Previous | Next --- Slide 38 of 56
Back to Lecture Thumbnails
mchoquet
  1. Why not use two diff variables, instead of 3?

  2. This does reduce the synchronization, but it also increases the total amount of work done. Theoretically, the processor would be doing other work on the cores that were stuck at the extra barriers, but now those cores are computing the next iteration, and that work might not ever be needed. Is this a problem? It seems like the code we write here mostly assumes being run in a vacuum since high-performance programs usually have their own machines, so is the fact that it wastes some processor time not important?

kayvonf

@mchoquet: I do not believe this implementation performs any additional work compared to the version on the previous slide.

There may be a more efficient implementation... (if so, let's see it!)

mchoquet

Oh wait, you're right. I misread the code and thought some threads might be able to start doing an unnecessary extra iteration, but that's impossible. I'm still wondering why the diff array has 3 entries instead of 2 though.

wanghp18

@mchoquet: Assume there are two threads consume running right after the barrier. Suppose thread1 is suspended, and thread2 runs just before the barrier.
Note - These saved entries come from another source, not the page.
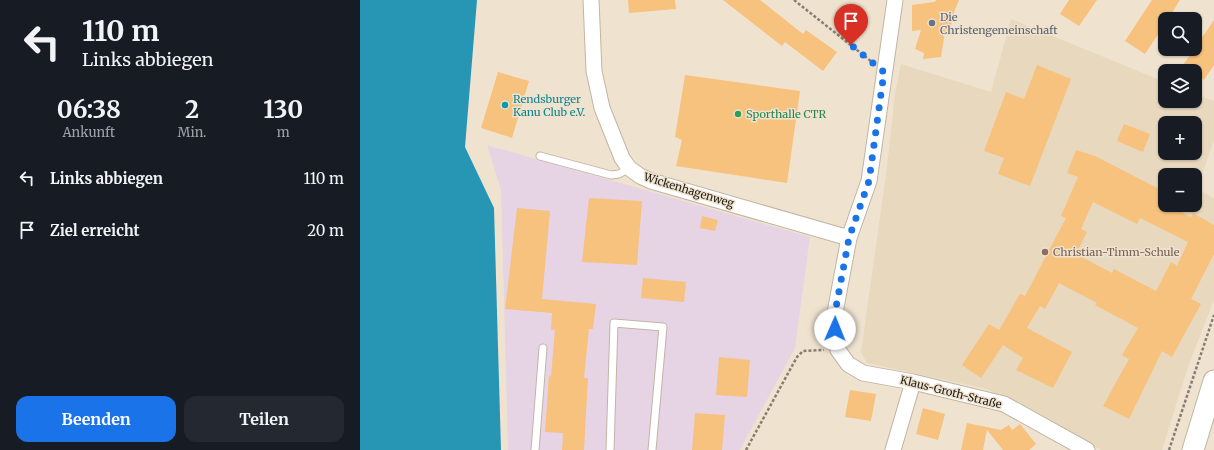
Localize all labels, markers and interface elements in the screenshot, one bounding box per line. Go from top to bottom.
pin [834,4,868,45]
icon: arrive [840,10,862,32]
place label: Die Christengemeinschaft [940,10,1058,37]
map controls [1158,12,1202,212]
button: search [1158,12,1202,56]
text: 110 m [82,13,159,49]
icon: left [16,16,68,68]
marker: Die Christengemeinschaft [927,18,937,28]
text: Links abbiegen [82,48,214,71]
button: layers [1158,64,1202,108]
place label: Rendsburger Kanu Club e.V. [513,92,586,119]
text: 06:38 [57,94,121,125]
text: 2 [185,94,199,125]
text: 130 [263,94,303,125]
marker: Rendsburger Kanu Club e.V. [500,100,510,110]
place label: Sporthalle CTR [746,107,826,121]
marker: Sporthalle CTR [733,109,743,119]
button: + [1158,116,1202,160]
text: Ankunft [62,124,115,141]
text: Min. [178,124,206,141]
text: m [277,124,290,141]
icon: left [16,167,38,189]
button: − [1158,168,1202,212]
text: Links abbiegen [50,169,163,188]
text: 110 m [303,169,344,188]
street label: Wickenhagenweg [641,169,736,210]
icon: arrive [16,219,38,241]
text: Ziel erreicht [50,221,140,240]
text: 20 m [307,221,344,240]
place label: Christian-Timm-Schule [1053,245,1180,259]
marker: Christian-Timm-Schule [1040,247,1050,257]
position arrow [814,308,856,350]
street label: Klaus-Groth-Straße [899,373,1004,411]
button: Beenden [16,396,176,442]
button: Teilen [184,396,344,442]

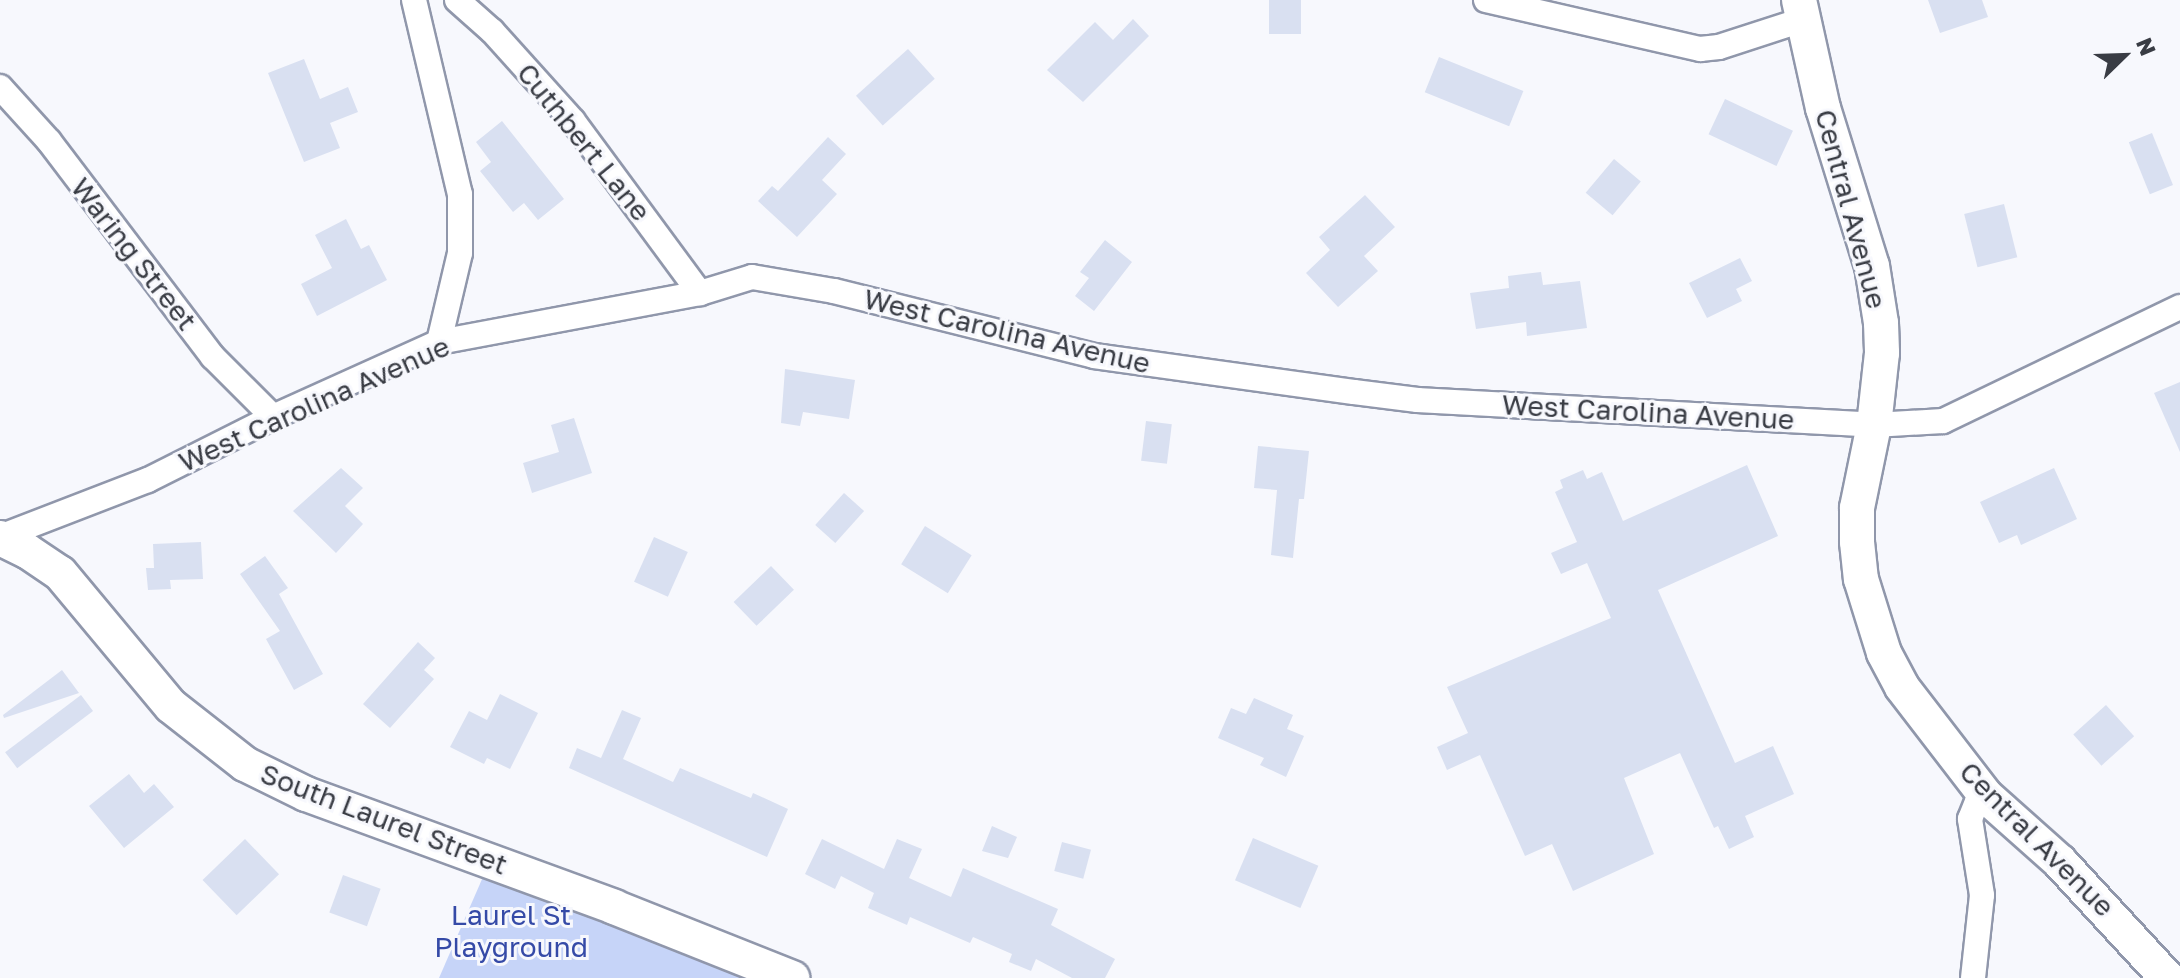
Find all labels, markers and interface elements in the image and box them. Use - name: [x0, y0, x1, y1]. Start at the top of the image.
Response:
- north arrow: [2084, 16, 2164, 96]
- text: N: [2131, 33, 2162, 59]
- street label: Cuthbert Lane: [510, 56, 658, 228]
- street label: Central Avenue: [1808, 106, 1894, 312]
- street label: Waring Street: [64, 171, 204, 337]
- street label: West Carolina Avenue: [861, 282, 1153, 380]
- street label: West Carolina Avenue: [173, 329, 455, 479]
- street label: West Carolina Avenue: [1501, 388, 1795, 436]
- street label: Central Avenue: [1953, 755, 2121, 923]
- street label: South Laurel Street: [256, 756, 512, 882]
- park label: Laurel St Playground: [434, 898, 588, 964]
If there are only two diffs, thread2 will zero out the diff thread1 will use to set the conditional variable, and will cause premature termination of thread1.

bwasti

I think doing it with two diffs and one barrier is impossible by simply reorganizing the logic in this code. Here's my reasoning:

You need a barrier between an update to the current diff and a check of the current diff. If this were not the case, the diff could be checked too early/updated to late and lead to an incorrect result.

Now assume we only have two diffs and one barrier. I've shown the barrier must exist after the update of the diff and before the check of the diff. Somewhere in between those two points must be a zeroing of the next diff. This is where problems are caused.

Review the current state (update current diff) --> barrier --> (check current diff).

We need to insert (zero out diff) before we start using it. If the diff is only used once, we'd have two loops in the while loop and there would be no problem, but we can't assume that.

There are two reasonable ways to insert (zero out diff):

(update current diff) --> barrier --> (check current diff) --> (zero out [next] diff)

and

(zero out [current] diff) --> (update current diff) --> barrier --> (check current diff)

If you put the zero out anywhere else, you'd clearly have a problem. However, both of these cases (which I believe are exhaustive) can screw things up. Observe that they are essentially the same as long as the loop guard does not evaluate to false and consider the second case:

(zero out [current] diff) --> (update current diff) --> barrier --> (check current diff)

Have two threads race from the barrier. Assume one thread just checked the current diff. A second thread at this point has already zeroed out and updated the next diff. Now the first one starts back at the top of the loop. It zeros out the current diff and ruins the result of the second thread.

I think this is general enough to show that as long as there is a "done" state controlled by the "diff" value, you can't just have two diffs and one barrier. However, if the loop guard does some crazy stuff, I'm not sure what is possible. Also the conditional that sets the "done" state could potentially have an accumulator that allows you to reuse diff without zeroing it out, which would solve the main problem I pointed out.